Serviceteam IT UK Cloud Snapshot Survey 2017

General Data Protection Regulation (GDPR) is by far the largest external focus for companies in the lead up to its introduction in May 2018. GDPR mandates considerably tougher penalties than the current Data Protection Act; organisations found in breach of the Regulation can expect administrative fines of up to 4% of annual global turnover or €20 million – whichever is greater. The GDPR impact of fines of this scale could very easily lead to business insolvency.

Which external factors will impact on IT over the next 3 years?

When asked about the external factors threatening their IT strategy, 60% of respondents listed the GDPR impact as the biggest challenge to their IT plans over the next 3 years.

One of the key findings to come from the report is the fact that GDPR is seen as a greater challenge by many UK businesses than Brexit. This could be explained by the uncertainty surrounding Brexit and the true impact leaving the EU will have for UK firms, whilst the certainty of the GDPR impact makes this a priority for firms in the UK.

60% state GDPR will have the biggest impact on IT in the next three years

GDPR: 60%
Cyber-Security: 21%

Which external factors do you feel will have the biggest impact on your IT plans for the next 36 months?

64% welcomed ‘the right to access’

21% think they will activate their new rights in the first month

GDPR replaces the Data Protection Act of 1998. The digital landscape in 1998 was completely different.

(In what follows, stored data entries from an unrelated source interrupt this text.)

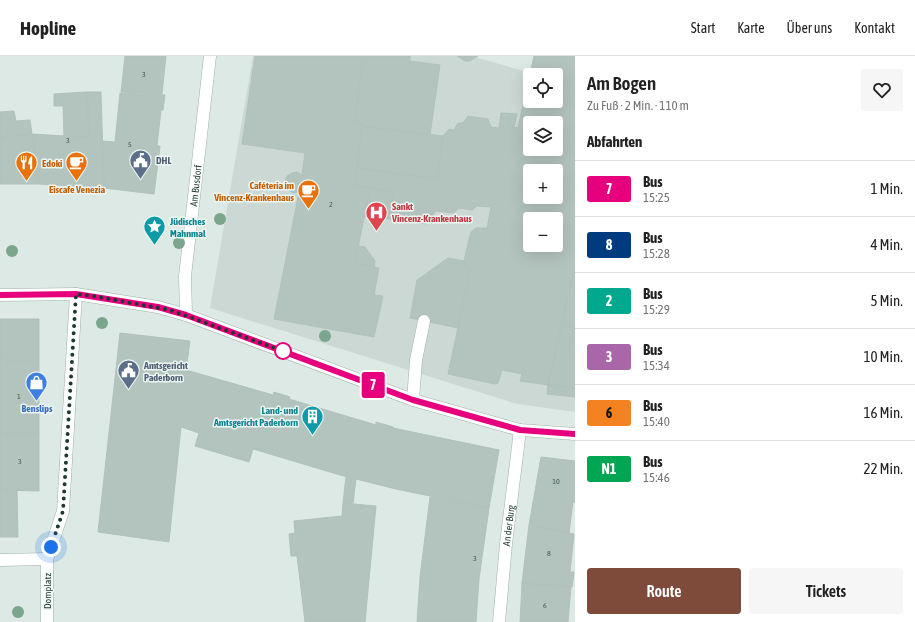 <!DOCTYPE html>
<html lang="de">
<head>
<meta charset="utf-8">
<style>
  :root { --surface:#fff; --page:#f6f6f6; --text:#222; --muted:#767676; --line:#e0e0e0; --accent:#7e4a39 }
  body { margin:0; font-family:"Asap Condensed",sans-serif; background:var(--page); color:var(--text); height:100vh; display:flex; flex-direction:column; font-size:15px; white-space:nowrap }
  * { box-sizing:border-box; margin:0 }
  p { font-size:13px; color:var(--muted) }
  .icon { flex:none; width:22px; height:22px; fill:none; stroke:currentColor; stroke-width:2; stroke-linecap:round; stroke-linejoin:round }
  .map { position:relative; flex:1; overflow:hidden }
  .sheet { display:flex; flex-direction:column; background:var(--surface); width:340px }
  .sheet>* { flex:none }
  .badge { padding:0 8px; border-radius:3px; font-size:14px; line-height:26px }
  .buttons { position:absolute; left:523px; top:12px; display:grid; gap:8px }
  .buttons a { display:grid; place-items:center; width:40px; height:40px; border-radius:4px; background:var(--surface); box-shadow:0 4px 16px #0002; font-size:20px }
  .you { position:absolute; width:20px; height:20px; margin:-10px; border:3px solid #fff; border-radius:50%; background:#1a73e8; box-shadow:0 0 0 6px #1a73e833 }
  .map>.badge { position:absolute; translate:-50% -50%; box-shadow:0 0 0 2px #fff }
  h2 { padding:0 12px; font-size:15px; line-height:36px }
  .round { display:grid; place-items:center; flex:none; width:42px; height:42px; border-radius:4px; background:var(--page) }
  .overview { display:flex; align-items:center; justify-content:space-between; height:68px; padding:0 12px }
  h1 { font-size:19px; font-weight:600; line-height:30px }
  .button { display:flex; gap:8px; margin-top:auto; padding:8px 12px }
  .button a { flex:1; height:46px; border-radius:4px; background:var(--accent); color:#fff; font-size:16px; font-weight:600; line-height:46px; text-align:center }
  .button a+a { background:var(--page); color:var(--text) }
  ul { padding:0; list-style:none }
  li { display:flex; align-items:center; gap:12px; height:56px; padding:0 12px; border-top:1px solid var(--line) }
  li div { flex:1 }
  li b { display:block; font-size:15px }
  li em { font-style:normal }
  li .badge { min-width:44px; font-weight:700; text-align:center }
  header { display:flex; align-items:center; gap:24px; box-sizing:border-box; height:56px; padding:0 20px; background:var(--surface); border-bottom:1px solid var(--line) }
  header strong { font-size:19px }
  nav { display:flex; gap:22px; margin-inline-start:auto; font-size:14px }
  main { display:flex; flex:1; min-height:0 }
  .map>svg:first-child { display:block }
  .built { fill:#ccd8d3; fill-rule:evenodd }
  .building { fill:#b3c3bd; stroke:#b0c2bb; fill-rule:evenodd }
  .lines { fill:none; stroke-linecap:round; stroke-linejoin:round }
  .lane-casing { stroke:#a0b0ab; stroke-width:13 }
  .street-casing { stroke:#a0b0ab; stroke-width:13 }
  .lane { stroke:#fff; stroke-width:12 }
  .street { stroke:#fff; stroke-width:12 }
  .tree { fill:#7ba58d }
  .line-casing { stroke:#fff; stroke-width:9 }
  .line { stroke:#e6007e; stroke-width:6 }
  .walk { stroke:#1f3831; stroke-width:4; stroke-dasharray:0 7.2 }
  .stop-dot { fill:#fff; stroke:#e6007e; stroke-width:2 }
  .labels { text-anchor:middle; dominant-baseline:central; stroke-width:3; stroke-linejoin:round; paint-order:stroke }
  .number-label { font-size:8px; fill:#445b54 }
  .service-label { font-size:10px; font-weight:bold; fill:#4e5e75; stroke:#edf6f2; text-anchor:start }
  .food-label { font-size:10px; font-weight:bold; fill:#c56008; stroke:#edf6f2; text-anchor:start }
  .street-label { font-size:10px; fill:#1f3831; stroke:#edf6f2 }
  .health-label { font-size:10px; font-weight:bold; fill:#be3a42; stroke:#edf6f2; text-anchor:start }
  .culture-label { font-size:10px; font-weight:bold; fill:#0d838f; stroke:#edf6f2; text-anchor:start }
  .shop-label { font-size:10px; font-weight:bold; fill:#366cbe; stroke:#edf6f2 }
</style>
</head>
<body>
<header>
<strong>Hopline</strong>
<nav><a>Start</a><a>Karte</a><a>Über uns</a><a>Kontakt</a></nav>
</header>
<main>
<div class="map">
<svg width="575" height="566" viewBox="0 0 575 566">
  <rect width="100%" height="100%" fill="#dde9e4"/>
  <path class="built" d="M253,0H471L531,17L575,0V356L517,348L210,252ZM530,19H556V45H530ZM530,67H556V93H530ZM530,115H556V141H530ZM530,163H556V189H530Z"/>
  <path class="building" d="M125,0H166L162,38L121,36Z
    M255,0H363L355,66L362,67L355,130L370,132L355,207L379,212L374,239L383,240L374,281L274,263L299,136L293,137L289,134L286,132L285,124L287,120L292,117L297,116L302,119L305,97L242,88Z
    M363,0H410V5L440,9L430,79L362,70V67L355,66Z
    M457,0H478L470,5H465Z
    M534,0H575V208L548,329L520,325L522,318L502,314L498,327L495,328L448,318L470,215L465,210L464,205L470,179L471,176L476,172H487L491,151L477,150L472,154L459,152L454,157L436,155L426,168L398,164L391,149L393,135L355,130L357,112L437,123L443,80L449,73L454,74L458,67H463L468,60L488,63L491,71L499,72L501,57L517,58L514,71L518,72ZM530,19H556V45H530ZM530,67H556V93H530ZM530,115H556V141H530ZM530,163H556V189H530Z
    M87,36L89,81L64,82L63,50H54V38Z
    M87,36H101L104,132L38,128L33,78L64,80V82L89,81Z
    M120,37L165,39L163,54H161L157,90H160L154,138L104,132L103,85L115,86Z
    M14,55L16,65L30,64L32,78L0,81V56Z
    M362,70L443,80L437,123L357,112Z
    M33,78L38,128H0V81Z
    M370,132L393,135L391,149L398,164L364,160Z
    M358,190L365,191L375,205L374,211L355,207Z
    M448,202L464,205L465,210L470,215L458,272L410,262L417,224Z
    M575,208V301L568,299L574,270L562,268Z
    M0,263H39V304H0Z
    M562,268L574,270L568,299L575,301V332L548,329Z
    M120,277L190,285L186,314L273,339L274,336L290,341L289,343L376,369V366L393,371V372L499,394L489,452L396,433L340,419L253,393L249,406L195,390L199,377L181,371L169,486L98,476Z
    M0,304H39V377H0Z
    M548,329L575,332V341L547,338Z
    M0,377H39V435L0,434Z
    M541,401L575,405V446H573L569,477L529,469Z
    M346,421L356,423L353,447H343Z
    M0,434H17L18,481H0Z
    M430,441L489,452L479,523L476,566H417L420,521Z
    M343,447L376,450L365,566H305L297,500H291L289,478L295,477L294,465L342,460Z
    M529,469L574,478L570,516H574L572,531L522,527Z
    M522,527L571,531L568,566H520Z"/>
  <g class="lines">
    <defs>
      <path id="lane" d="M413,344L416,304L424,265"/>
      <g id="street">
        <path d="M0,239L76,238L158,251L186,259L413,344L520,374L575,378"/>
        <path id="s1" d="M186,259L185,220L210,0"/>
        <path d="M0,504L47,503"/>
        <path d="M47,566V503L63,455L76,238"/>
        <path id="s2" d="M499,566L506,488L520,374"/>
      </g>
    </defs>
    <use href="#lane" class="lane-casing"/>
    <use href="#street" class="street-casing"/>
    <use href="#lane" class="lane"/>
    <use href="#street" class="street"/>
  </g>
  <g class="tree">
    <circle cx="220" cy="163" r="6"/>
    <circle cx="179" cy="187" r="6"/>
    <circle cx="12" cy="195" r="6"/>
    <circle cx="102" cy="267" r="6"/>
    <circle cx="325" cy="280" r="6"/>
    <circle cx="18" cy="556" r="6"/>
  </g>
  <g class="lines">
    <defs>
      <path id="line" d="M0,239L76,238L158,251L186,259L413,344L520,374L575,378"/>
    </defs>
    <use href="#line" class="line-casing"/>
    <use href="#line" class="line"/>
    <path class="walk" d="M51,491L63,455L76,238L93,240L170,254L283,295"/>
  </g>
  <defs>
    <symbol id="civic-pin" viewBox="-11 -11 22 30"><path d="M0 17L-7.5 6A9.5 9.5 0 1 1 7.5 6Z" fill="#5c6f8a" stroke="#edf6f2"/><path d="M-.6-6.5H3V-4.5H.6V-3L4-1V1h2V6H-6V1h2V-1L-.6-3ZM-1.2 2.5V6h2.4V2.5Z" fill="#fff"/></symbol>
    <symbol id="restaurant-pin" viewBox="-11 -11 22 30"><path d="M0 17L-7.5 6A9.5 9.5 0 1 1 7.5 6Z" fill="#e8710a" stroke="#edf6f2"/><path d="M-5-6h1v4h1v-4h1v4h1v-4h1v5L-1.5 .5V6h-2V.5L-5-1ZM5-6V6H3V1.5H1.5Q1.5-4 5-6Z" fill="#fff"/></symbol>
    <symbol id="cafe-pin" viewBox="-11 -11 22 30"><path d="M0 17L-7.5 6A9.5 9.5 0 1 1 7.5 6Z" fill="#e8710a" stroke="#edf6f2"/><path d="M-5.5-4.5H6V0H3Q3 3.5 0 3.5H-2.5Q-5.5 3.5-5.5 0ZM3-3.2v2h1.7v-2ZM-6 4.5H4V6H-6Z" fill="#fff"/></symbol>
    <symbol id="hospital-pin" viewBox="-11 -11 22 30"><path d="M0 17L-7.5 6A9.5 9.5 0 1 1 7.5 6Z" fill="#e0444e" stroke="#edf6f2"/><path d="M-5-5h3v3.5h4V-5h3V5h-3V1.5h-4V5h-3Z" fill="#fff"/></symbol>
    <symbol id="sight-pin" viewBox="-11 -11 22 30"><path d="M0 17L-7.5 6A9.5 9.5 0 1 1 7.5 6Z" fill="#0f9aa8" stroke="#edf6f2"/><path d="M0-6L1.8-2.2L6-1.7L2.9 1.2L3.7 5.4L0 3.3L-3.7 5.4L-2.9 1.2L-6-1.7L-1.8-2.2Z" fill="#fff"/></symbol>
    <symbol id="shop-pin" viewBox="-11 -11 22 30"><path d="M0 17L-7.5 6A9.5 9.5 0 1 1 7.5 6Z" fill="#3f7fe0" stroke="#edf6f2"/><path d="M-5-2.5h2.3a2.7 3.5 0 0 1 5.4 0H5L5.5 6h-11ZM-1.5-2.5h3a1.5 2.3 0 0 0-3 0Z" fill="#fff"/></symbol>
    <symbol id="building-pin" viewBox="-11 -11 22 30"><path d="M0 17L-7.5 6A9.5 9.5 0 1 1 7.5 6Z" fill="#0f9aa8" stroke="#edf6f2"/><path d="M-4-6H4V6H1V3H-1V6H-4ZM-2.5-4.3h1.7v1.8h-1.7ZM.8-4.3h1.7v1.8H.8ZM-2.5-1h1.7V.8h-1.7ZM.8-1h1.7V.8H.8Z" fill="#fff"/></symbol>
  </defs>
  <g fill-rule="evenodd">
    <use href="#civic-pin" x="128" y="92" width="25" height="34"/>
    <use href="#restaurant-pin" x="14" y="94" width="25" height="34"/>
    <use href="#cafe-pin" x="64" y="94" width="25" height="34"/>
    <use href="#cafe-pin" x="296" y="122" width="25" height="34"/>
    <use href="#hospital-pin" x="364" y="144" width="25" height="34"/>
    <use href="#sight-pin" x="142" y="158" width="25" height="34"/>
    <use href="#civic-pin" x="116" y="302" width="25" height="34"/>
    <use href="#shop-pin" x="24" y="314" width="25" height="34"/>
    <use href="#building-pin" x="300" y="348" width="25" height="34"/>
  </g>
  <circle class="stop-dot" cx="283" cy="295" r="8"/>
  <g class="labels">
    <g class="number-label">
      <text x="144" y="18">3</text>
      <text x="68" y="84">3</text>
      <text x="130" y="88">5</text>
      <text x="331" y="148">2</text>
      <text x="19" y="340">1</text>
      <text x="20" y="405">3</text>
      <text x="556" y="425">10</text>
      <text x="549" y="497">8</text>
      <text x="475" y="502">3</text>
      <text x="545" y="549">6</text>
    </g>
    <g class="service-label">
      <text x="156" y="104">DHL</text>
      <text x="144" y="309">Amtsgericht<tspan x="144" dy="12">Paderborn</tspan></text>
    </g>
    <g class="food-label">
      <text x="42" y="107">Edoki</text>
      <text x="294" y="129" text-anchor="end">Caféteria im<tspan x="294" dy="12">Vincenz-Krankenhaus</tspan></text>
      <text x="77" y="133" text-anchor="middle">Eiscafe Venezia</text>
    </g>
    <g class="street-label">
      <text stroke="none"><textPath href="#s1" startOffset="130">Am Busdorf</textPath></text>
      <text stroke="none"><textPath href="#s2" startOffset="97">An der Burg</textPath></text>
      <text transform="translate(47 535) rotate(-90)">Domplatz</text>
    </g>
    <g class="health-label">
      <text x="392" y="150">Sankt<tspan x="392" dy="12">Vincenz-Krankenhaus</tspan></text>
    </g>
    <g class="culture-label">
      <text x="170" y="165">Jüdisches<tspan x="170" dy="12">Mahnmal</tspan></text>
      <text x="298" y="354" text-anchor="end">Land- und<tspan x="298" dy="12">Amtsgericht Paderborn</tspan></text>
    </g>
    <g class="shop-label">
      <text x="37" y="352">Benslips</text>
    </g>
  </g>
</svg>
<div class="buttons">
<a><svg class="icon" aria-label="locate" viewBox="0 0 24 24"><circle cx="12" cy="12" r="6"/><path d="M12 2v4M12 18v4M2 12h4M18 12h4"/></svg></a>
<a><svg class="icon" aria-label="layers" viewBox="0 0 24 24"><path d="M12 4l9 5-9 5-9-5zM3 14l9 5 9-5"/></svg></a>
<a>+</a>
<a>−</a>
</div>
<div class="you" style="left:51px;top:491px"></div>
<b class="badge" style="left:373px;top:329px;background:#e6007e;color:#fff">7</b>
</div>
<section class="sheet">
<div class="overview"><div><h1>Am Bogen</h1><p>Zu Fuß · 2 Min. · 110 m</p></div><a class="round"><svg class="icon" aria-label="heart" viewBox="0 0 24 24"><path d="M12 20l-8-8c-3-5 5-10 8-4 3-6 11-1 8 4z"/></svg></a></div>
<h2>Abfahrten</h2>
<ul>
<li><span class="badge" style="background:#e6007e;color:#fff">7</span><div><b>Bus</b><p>15:25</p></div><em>1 Min.</em></li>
<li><span class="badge" style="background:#003b80;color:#fff">8</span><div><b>Bus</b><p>15:28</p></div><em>4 Min.</em></li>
<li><span class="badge" style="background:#00a88e;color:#fff">2</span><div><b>Bus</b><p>15:29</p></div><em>5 Min.</em></li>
<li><span class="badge" style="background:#a967aa;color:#fff">3</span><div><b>Bus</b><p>15:34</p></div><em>10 Min.</em></li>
<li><span class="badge" style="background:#f58220;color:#111">6</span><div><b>Bus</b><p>15:40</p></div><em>16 Min.</em></li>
<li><span class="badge" style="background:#00a651;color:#fff">N1</span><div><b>Bus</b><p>15:46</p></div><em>22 Min.</em></li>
</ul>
<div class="button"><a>Route</a><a>Tickets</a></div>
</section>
</main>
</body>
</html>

Pre-Google, we searched the internet using Yahoo, Lycos, or AltaVista from our Netscape or Internet Explorer browsers. Social media didn’t exist as we understand it today, was limited to the likes of Geocities, and only 20% of people had been online in the last 12 months. GDPR makes data security fit for purpose in our digital world of 2017 and beyond.

The GDPR changes the historic understanding of what data privacy and data security compliance mean. No longer is it purely a checklist ticking exercise. Now the journey to compliance is more risk management focused. Risk calculations and appropriate privacy protections, as well as data security, are up front and central in all aspects of personal data management. GDPR needs to cover technology, process and policy and needs buy in and sponsorship from the senior management in all companies. While 6% of companies believe that Brexit will halt GDPR, the government has made it very clear that GDPR will be adopted fully and will remain law after Brexit. GDPR is seen in most companies as an IT department issue but in companies of over 250 employees, a Data Protection Officer is required as a part of the incoming regulation.

The effects of the GDPR impact on an organisation will largely depend on their existing data policies. Many companies have not had to pay too much attention to this area before outside of the general good business practice processes. However, GDPR changes this, not just because of the risk of heavy fines but also because it will make customers more aware of the rights that they have to see what data is being held and find out how that data is going to be used. In a July poll by SAS of over 2,000 people 64% welcomed ‘the right to access’ (e.g. get a copy of personal data held about them) with the 45- to 54-year-old age group is most likely to issue a request, with just over one in five (21%) thinking they will activate their new rights in the first month. That figure may be a shock to many companies who believe they can continue as they have been up until now. Many companies have disparate systems that have grown up over years through expansion, acquisition and mergers and they simply do not know where all the data is stored. The impact of such an issue on IT is not being ignored by most companies with a large slice of companies’ IT budgets being allocated to data storage projects to address this very issue.